Final answer:
To estimate the terminal velocity of the squirrel, we can use the formula v = sqrt((2mg)/(ρAC)).
With the given values, the terminal velocity of the squirrel is estimated to be approximately 11.3 m/s.
However, without the cross-sectional area and drag coefficient for the person, we cannot accurately estimate their velocity without drag contribution.
Step-by-step explanation:
To estimate the terminal velocity of the squirrel, we need to use the formula:
v = sqrt((2mg)/(ρAC))
Where:
- v is the terminal velocity
- m is the mass of the squirrel (in kg)
- g is the acceleration due to gravity (approximately 9.8 m/s^2)
- ρ is the density of air (approximately 1.225 kg/m^3)
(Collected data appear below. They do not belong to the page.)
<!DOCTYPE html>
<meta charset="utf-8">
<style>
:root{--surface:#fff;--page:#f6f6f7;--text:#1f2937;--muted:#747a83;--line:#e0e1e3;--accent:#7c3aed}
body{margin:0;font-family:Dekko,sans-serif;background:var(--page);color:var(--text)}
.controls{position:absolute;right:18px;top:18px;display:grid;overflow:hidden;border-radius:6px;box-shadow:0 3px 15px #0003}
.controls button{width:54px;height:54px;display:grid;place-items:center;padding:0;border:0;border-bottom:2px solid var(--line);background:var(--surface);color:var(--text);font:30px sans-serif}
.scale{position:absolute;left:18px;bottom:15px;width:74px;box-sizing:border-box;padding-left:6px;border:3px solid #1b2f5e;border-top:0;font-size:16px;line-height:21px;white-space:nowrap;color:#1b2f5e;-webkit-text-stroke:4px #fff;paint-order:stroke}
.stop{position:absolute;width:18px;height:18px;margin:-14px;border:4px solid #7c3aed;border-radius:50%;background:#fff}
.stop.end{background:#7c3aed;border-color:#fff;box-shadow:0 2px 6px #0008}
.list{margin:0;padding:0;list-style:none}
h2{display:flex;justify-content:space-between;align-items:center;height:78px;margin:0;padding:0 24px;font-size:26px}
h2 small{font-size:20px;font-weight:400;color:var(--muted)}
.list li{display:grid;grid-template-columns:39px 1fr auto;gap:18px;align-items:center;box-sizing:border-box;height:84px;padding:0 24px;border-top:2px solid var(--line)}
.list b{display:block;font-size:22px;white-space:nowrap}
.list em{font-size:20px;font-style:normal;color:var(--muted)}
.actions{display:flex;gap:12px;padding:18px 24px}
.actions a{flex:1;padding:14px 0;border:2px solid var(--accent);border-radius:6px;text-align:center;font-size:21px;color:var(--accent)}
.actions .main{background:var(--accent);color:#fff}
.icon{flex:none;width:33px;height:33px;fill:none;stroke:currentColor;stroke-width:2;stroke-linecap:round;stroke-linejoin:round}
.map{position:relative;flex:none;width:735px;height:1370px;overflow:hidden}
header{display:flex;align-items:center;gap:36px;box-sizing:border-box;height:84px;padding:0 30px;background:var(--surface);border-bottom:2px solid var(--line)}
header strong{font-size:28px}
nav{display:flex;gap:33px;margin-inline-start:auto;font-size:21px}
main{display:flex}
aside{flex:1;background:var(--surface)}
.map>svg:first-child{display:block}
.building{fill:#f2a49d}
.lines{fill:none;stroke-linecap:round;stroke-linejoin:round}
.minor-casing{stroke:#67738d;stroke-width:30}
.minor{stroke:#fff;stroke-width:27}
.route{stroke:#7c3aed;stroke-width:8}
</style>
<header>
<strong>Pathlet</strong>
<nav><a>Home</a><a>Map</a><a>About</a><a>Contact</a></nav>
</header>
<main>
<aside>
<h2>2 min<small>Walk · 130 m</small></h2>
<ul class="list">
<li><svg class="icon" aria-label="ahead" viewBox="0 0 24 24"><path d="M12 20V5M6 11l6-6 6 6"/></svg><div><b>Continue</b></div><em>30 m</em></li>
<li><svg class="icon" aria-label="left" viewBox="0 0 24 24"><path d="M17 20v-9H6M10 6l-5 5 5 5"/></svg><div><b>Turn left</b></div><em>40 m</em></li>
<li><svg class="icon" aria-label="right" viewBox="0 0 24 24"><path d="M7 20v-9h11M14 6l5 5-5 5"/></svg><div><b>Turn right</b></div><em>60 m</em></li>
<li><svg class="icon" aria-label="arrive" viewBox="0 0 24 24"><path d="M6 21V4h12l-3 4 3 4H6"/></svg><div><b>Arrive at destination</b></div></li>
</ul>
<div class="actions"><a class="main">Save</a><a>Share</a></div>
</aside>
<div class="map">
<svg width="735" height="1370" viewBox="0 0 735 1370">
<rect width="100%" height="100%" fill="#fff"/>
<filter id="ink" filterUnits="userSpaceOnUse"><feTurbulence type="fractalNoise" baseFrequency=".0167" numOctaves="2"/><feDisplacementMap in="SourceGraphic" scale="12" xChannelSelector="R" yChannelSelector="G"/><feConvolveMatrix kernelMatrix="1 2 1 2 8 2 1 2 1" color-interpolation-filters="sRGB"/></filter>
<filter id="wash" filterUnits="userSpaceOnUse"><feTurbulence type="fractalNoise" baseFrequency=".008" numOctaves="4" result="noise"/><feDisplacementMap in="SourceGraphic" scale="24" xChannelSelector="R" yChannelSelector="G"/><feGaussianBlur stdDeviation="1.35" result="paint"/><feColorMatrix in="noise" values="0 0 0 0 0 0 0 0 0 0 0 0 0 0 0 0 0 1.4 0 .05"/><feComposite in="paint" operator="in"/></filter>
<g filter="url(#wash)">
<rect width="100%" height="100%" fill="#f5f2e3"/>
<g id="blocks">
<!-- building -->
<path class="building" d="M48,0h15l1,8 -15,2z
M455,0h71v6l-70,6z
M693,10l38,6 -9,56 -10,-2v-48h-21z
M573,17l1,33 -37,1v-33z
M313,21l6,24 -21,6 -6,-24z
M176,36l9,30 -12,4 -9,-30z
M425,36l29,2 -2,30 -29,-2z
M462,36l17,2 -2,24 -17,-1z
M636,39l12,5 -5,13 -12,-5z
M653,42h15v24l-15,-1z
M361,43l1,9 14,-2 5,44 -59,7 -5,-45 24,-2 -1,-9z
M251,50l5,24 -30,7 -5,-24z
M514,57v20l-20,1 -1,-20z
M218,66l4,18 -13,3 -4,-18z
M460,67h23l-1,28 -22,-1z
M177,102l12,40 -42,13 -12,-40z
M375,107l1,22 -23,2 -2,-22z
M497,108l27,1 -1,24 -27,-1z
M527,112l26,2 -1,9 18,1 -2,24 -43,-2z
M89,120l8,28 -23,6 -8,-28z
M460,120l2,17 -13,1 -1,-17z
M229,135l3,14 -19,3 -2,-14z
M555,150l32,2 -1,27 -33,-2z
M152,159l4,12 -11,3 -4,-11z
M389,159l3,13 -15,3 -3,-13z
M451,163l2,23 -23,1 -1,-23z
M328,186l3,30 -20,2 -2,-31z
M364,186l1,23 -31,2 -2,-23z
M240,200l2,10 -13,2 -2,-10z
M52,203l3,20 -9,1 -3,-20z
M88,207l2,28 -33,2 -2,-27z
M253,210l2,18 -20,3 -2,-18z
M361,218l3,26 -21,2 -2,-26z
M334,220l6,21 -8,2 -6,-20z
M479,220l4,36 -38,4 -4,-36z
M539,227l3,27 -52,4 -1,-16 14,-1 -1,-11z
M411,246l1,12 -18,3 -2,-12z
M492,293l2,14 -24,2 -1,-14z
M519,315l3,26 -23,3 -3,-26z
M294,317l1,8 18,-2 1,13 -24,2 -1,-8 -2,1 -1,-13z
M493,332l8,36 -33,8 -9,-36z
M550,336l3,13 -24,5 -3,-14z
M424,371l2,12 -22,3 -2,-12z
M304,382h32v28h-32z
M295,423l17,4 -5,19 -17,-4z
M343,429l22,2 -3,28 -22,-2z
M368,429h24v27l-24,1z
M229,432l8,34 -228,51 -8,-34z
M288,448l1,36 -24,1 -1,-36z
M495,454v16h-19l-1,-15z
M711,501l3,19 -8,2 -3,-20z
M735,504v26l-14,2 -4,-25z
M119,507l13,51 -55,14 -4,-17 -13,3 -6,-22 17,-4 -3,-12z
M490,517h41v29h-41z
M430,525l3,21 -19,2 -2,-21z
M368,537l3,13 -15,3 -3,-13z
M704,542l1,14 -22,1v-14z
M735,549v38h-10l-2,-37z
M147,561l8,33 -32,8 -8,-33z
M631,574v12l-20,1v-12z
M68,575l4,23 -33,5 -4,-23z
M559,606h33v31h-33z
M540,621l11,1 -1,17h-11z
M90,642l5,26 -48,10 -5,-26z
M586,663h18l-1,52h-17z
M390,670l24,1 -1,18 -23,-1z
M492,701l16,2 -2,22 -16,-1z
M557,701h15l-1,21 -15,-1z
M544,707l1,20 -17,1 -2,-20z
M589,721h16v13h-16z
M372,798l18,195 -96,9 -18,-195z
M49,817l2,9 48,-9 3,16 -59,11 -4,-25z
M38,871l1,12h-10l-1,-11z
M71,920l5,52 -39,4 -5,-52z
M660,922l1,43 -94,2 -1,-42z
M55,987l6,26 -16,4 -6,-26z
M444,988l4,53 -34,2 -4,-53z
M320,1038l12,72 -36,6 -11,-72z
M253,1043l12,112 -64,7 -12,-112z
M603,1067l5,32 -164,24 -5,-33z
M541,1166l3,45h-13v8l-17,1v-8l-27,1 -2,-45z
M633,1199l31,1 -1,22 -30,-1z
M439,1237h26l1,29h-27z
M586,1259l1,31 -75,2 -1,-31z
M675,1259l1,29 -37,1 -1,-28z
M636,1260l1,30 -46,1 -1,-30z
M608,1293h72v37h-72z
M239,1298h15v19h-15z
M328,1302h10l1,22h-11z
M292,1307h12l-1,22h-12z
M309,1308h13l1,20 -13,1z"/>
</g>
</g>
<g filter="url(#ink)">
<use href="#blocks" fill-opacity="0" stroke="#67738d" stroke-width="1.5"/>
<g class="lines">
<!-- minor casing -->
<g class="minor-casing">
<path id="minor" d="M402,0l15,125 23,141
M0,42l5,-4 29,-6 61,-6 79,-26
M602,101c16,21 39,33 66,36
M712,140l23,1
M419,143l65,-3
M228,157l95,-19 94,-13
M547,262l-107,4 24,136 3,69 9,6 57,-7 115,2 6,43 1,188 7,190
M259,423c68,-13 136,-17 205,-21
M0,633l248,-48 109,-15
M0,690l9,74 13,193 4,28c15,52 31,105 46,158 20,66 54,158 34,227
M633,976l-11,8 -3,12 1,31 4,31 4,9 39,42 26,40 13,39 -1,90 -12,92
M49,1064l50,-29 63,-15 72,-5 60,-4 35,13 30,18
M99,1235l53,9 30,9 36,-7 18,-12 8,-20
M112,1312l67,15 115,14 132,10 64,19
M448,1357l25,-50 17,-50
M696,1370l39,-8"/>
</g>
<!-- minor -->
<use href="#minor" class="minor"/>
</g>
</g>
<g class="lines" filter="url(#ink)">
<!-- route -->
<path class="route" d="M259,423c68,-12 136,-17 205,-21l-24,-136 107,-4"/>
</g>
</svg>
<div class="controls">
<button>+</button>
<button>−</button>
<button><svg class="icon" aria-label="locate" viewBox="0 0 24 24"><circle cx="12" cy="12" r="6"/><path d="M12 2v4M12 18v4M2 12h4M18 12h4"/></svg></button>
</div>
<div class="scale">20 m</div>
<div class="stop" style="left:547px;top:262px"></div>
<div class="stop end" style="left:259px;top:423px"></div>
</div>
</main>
- A is the cross-sectional area facing the fluid (in m^2)
- C is the drag coefficient (approximately 1 for a horizontal skydiver)
Calculating with the given values:
- m = 0.56 kg
- A = 0.144 cm^2 = 0.144 x 10^-4 m^2
- C = 1
Plugging the values into the formula, we get
v = sqrt((2 * 0.56 * 9.8) / (1.225 * 0.144 x 10^-4))
v ≈ 11.3 m/s
To estimate the velocity of the person, we need to use the formula:
v = sqrt((2mg)/(ρAC))
Calculating with the given values:
- m = 56 kg (Note: Convert grams to kilograms)
- A = ? (not provided in the question)
- C = ? (not provided in the question)
Since the question does not provide the cross-sectional area and the drag coefficient for the person, we cannot accurately estimate the velocity without this information. Therefore, we cannot determine the velocity of the person hitting the ground without drag contribution.